**Your task:**
Set the data down once more, exactly as it is written.

**Data records:**
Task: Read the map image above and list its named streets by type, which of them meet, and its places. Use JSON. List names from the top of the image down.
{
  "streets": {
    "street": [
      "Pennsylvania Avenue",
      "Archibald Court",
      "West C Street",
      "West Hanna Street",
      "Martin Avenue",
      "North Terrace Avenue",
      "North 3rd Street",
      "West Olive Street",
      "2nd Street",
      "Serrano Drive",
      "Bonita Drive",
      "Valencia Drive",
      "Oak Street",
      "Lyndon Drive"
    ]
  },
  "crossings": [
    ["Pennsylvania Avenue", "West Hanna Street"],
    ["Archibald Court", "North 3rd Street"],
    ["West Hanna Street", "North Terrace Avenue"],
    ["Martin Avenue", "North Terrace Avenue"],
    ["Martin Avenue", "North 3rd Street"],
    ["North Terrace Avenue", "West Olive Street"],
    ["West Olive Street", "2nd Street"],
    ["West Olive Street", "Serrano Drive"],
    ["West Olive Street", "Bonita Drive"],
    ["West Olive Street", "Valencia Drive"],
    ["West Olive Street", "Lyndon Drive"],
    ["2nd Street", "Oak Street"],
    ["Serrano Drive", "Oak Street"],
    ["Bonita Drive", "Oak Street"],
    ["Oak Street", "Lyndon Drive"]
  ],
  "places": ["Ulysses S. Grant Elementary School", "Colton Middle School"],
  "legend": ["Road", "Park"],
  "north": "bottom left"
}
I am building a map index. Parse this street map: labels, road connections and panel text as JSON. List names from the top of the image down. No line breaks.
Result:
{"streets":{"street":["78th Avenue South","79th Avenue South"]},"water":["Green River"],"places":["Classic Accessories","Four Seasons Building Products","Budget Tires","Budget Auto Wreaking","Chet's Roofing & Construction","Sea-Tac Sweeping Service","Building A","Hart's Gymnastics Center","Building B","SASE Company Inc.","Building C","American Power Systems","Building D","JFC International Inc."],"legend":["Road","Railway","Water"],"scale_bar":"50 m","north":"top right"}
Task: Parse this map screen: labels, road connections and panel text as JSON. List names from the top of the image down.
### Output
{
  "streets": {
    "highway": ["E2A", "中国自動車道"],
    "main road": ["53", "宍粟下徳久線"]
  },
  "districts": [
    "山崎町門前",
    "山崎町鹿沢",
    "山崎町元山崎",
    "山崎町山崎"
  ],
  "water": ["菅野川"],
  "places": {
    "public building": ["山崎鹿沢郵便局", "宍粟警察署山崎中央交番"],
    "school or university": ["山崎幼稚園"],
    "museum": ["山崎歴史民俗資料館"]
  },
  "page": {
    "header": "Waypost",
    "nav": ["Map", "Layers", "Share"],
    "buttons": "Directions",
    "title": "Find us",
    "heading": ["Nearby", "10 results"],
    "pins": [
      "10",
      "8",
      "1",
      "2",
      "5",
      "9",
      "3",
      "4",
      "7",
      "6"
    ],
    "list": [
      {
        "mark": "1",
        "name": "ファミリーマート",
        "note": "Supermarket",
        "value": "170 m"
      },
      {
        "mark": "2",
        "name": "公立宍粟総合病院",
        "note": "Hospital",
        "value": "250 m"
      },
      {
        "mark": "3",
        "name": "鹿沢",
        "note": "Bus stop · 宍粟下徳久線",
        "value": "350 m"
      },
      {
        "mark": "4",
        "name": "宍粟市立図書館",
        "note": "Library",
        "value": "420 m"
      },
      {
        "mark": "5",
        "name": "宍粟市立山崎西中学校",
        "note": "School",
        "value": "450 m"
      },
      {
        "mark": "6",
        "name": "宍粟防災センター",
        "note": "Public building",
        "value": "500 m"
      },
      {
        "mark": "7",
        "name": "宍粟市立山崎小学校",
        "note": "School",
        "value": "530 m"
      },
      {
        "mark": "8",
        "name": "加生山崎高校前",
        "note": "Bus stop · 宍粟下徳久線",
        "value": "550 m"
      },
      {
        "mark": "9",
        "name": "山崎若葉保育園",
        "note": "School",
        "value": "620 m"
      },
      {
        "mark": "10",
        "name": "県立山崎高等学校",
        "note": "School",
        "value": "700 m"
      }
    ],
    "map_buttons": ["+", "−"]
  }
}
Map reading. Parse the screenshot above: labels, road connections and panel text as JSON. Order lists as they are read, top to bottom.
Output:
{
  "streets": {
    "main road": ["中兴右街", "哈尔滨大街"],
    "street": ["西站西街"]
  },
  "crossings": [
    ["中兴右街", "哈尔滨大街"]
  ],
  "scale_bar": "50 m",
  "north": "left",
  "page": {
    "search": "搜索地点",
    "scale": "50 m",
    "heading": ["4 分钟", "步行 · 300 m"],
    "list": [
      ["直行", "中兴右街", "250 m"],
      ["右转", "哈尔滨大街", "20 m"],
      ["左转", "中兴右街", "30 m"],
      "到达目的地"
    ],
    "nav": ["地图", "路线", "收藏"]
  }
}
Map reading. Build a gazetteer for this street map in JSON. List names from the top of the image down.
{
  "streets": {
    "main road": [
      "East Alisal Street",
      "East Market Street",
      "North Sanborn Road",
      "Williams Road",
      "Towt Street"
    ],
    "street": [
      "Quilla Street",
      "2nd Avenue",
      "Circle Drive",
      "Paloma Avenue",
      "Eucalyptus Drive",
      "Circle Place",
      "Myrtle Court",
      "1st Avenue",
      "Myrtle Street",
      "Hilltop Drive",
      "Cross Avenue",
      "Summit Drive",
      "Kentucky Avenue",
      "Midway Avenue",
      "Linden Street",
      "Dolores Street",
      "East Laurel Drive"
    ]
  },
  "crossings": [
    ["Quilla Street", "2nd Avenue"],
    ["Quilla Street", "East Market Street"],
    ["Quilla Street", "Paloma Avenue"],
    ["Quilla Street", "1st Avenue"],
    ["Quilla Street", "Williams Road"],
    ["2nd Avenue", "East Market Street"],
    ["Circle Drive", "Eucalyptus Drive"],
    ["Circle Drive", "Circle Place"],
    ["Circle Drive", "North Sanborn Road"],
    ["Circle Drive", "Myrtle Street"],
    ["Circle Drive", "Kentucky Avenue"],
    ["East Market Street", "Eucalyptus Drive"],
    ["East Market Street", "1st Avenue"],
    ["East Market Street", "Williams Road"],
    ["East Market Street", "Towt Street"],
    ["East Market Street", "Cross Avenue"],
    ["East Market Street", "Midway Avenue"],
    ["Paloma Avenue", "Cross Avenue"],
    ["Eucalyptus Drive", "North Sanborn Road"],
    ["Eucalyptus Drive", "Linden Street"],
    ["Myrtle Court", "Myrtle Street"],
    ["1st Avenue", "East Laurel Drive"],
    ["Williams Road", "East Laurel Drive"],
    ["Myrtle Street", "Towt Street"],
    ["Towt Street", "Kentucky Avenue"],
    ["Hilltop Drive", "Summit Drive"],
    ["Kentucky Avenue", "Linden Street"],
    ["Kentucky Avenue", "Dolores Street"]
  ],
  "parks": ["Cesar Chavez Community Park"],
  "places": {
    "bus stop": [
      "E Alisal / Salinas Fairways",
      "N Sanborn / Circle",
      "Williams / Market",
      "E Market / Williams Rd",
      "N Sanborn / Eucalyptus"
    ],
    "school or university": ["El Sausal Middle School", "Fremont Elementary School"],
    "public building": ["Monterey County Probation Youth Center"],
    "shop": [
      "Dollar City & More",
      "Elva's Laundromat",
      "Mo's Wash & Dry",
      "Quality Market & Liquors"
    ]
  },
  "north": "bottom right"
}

**Written response:**
Task: Read the map image above and list its named streets by type, which of them meet, and its places. Use JSON. List names from the top of the image down.
{
  "streets": {
    "street": [
      "Pennsylvania Avenue",
      "Archibald Court",
      "West C Street",
      "West Hanna Street",
      "Martin Avenue",
      "North Terrace Avenue",
      "North 3rd Street",
      "West Olive Street",
      "2nd Street",
      "Serrano Drive",
      "Bonita Drive",
      "Valencia Drive",
      "Oak Street",
      "Lyndon Drive"
    ]
  },
  "crossings": [
    ["Pennsylvania Avenue", "West Hanna Street"],
    ["Archibald Court", "North 3rd Street"],
    ["West Hanna Street", "North Terrace Avenue"],
    ["Martin Avenue", "North Terrace Avenue"],
    ["Martin Avenue", "North 3rd Street"],
    ["North Terrace Avenue", "West Olive Street"],
    ["West Olive Street", "2nd Street"],
    ["West Olive Street", "Serrano Drive"],
    ["West Olive Street", "Bonita Drive"],
    ["West Olive Street", "Valencia Drive"],
    ["West Olive Street", "Lyndon Drive"],
    ["2nd Street", "Oak Street"],
    ["Serrano Drive", "Oak Street"],
    ["Bonita Drive", "Oak Street"],
    ["Oak Street", "Lyndon Drive"]
  ],
  "places": ["Ulysses S. Grant Elementary School", "Colton Middle School"],
  "legend": ["Road", "Park"],
  "north": "bottom left"
}
I am building a map index. Parse this street map: labels, road connections and panel text as JSON. List names from the top of the image down. No line breaks.
Result:
{"streets":{"street":["78th Avenue South","79th Avenue South"]},"water":["Green River"],"places":["Classic Accessories","Four Seasons Building Products","Budget Tires","Budget Auto Wreaking","Chet's Roofing & Construction","Sea-Tac Sweeping Service","Building A","Hart's Gymnastics Center","Building B","SASE Company Inc.","Building C","American Power Systems","Building D","JFC International Inc."],"legend":["Road","Railway","Water"],"scale_bar":"50 m","north":"top right"}
Task: Parse this map screen: labels, road connections and panel text as JSON. List names from the top of the image down.
### Output
{
  "streets": {
    "highway": ["E2A", "中国自動車道"],
    "main road": ["53", "宍粟下徳久線"]
  },
  "districts": [
    "山崎町門前",
    "山崎町鹿沢",
    "山崎町元山崎",
    "山崎町山崎"
  ],
  "water": ["菅野川"],
  "places": {
    "public building": ["山崎鹿沢郵便局", "宍粟警察署山崎中央交番"],
    "school or university": ["山崎幼稚園"],
    "museum": ["山崎歴史民俗資料館"]
  },
  "page": {
    "header": "Waypost",
    "nav": ["Map", "Layers", "Share"],
    "buttons": "Directions",
    "title": "Find us",
    "heading": ["Nearby", "10 results"],
    "pins": [
      "10",
      "8",
      "1",
      "2",
      "5",
      "9",
      "3",
      "4",
      "7",
      "6"
    ],
    "list": [
      {
        "mark": "1",
        "name": "ファミリーマート",
        "note": "Supermarket",
        "value": "170 m"
      },
      {
        "mark": "2",
        "name": "公立宍粟総合病院",
        "note": "Hospital",
        "value": "250 m"
      },
      {
        "mark": "3",
        "name": "鹿沢",
        "note": "Bus stop · 宍粟下徳久線",
        "value": "350 m"
      },
      {
        "mark": "4",
        "name": "宍粟市立図書館",
        "note": "Library",
        "value": "420 m"
      },
      {
        "mark": "5",
        "name": "宍粟市立山崎西中学校",
        "note": "School",
        "value": "450 m"
      },
      {
        "mark": "6",
        "name": "宍粟防災センター",
        "note": "Public building",
        "value": "500 m"
      },
      {
        "mark": "7",
        "name": "宍粟市立山崎小学校",
        "note": "School",
        "value": "530 m"
      },
      {
        "mark": "8",
        "name": "加生山崎高校前",
        "note": "Bus stop · 宍粟下徳久線",
        "value": "550 m"
      },
      {
        "mark": "9",
        "name": "山崎若葉保育園",
        "note": "School",
        "value": "620 m"
      },
      {
        "mark": "10",
        "name": "県立山崎高等学校",
        "note": "School",
        "value": "700 m"
      }
    ],
    "map_buttons": ["+", "−"]
  }
}
Map reading. Parse the screenshot above: labels, road connections and panel text as JSON. Order lists as they are read, top to bottom.
Output:
{
  "streets": {
    "main road": ["中兴右街", "哈尔滨大街"],
    "street": ["西站西街"]
  },
  "crossings": [
    ["中兴右街", "哈尔滨大街"]
  ],
  "scale_bar": "50 m",
  "north": "left",
  "page": {
    "search": "搜索地点",
    "scale": "50 m",
    "heading": ["4 分钟", "步行 · 300 m"],
    "list": [
      ["直行", "中兴右街", "250 m"],
      ["右转", "哈尔滨大街", "20 m"],
      ["左转", "中兴右街", "30 m"],
      "到达目的地"
    ],
    "nav": ["地图", "路线", "收藏"]
  }
}
Map reading. Build a gazetteer for this street map in JSON. List names from the top of the image down.
{
  "streets": {
    "main road": [
      "East Alisal Street",
      "East Market Street",
      "North Sanborn Road",
      "Williams Road",
      "Towt Street"
    ],
    "street": [
      "Quilla Street",
      "2nd Avenue",
      "Circle Drive",
      "Paloma Avenue",
      "Eucalyptus Drive",
      "Circle Place",
      "Myrtle Court",
      "1st Avenue",
      "Myrtle Street",
      "Hilltop Drive",
      "Cross Avenue",
      "Summit Drive",
      "Kentucky Avenue",
      "Midway Avenue",
      "Linden Street",
      "Dolores Street",
      "East Laurel Drive"
    ]
  },
  "crossings": [
    ["Quilla Street", "2nd Avenue"],
    ["Quilla Street", "East Market Street"],
    ["Quilla Street", "Paloma Avenue"],
    ["Quilla Street", "1st Avenue"],
    ["Quilla Street", "Williams Road"],
    ["2nd Avenue", "East Market Street"],
    ["Circle Drive", "Eucalyptus Drive"],
    ["Circle Drive", "Circle Place"],
    ["Circle Drive", "North Sanborn Road"],
    ["Circle Drive", "Myrtle Street"],
    ["Circle Drive", "Kentucky Avenue"],
    ["East Market Street", "Eucalyptus Drive"],
    ["East Market Street", "1st Avenue"],
    ["East Market Street", "Williams Road"],
    ["East Market Street", "Towt Street"],
    ["East Market Street", "Cross Avenue"],
    ["East Market Street", "Midway Avenue"],
    ["Paloma Avenue", "Cross Avenue"],
    ["Eucalyptus Drive", "North Sanborn Road"],
    ["Eucalyptus Drive", "Linden Street"],
    ["Myrtle Court", "Myrtle Street"],
    ["1st Avenue", "East Laurel Drive"],
    ["Williams Road", "East Laurel Drive"],
    ["Myrtle Street", "Towt Street"],
    ["Towt Street", "Kentucky Avenue"],
    ["Hilltop Drive", "Summit Drive"],
    ["Kentucky Avenue", "Linden Street"],
    ["Kentucky Avenue", "Dolores Street"]
  ],
  "parks": ["Cesar Chavez Community Park"],
  "places": {
    "bus stop": [
      "E Alisal / Salinas Fairways",
      "N Sanborn / Circle",
      "Williams / Market",
      "E Market / Williams Rd",
      "N Sanborn / Eucalyptus"
    ],
    "school or university": ["El Sausal Middle School", "Fremont Elementary School"],
    "public building": ["Monterey County Probation Youth Center"],
    "shop": [
      "Dollar City & More",
      "Elva's Laundromat",
      "Mo's Wash & Dry",
      "Quality Market & Liquors"
    ]
  },
  "north": "bottom right"
}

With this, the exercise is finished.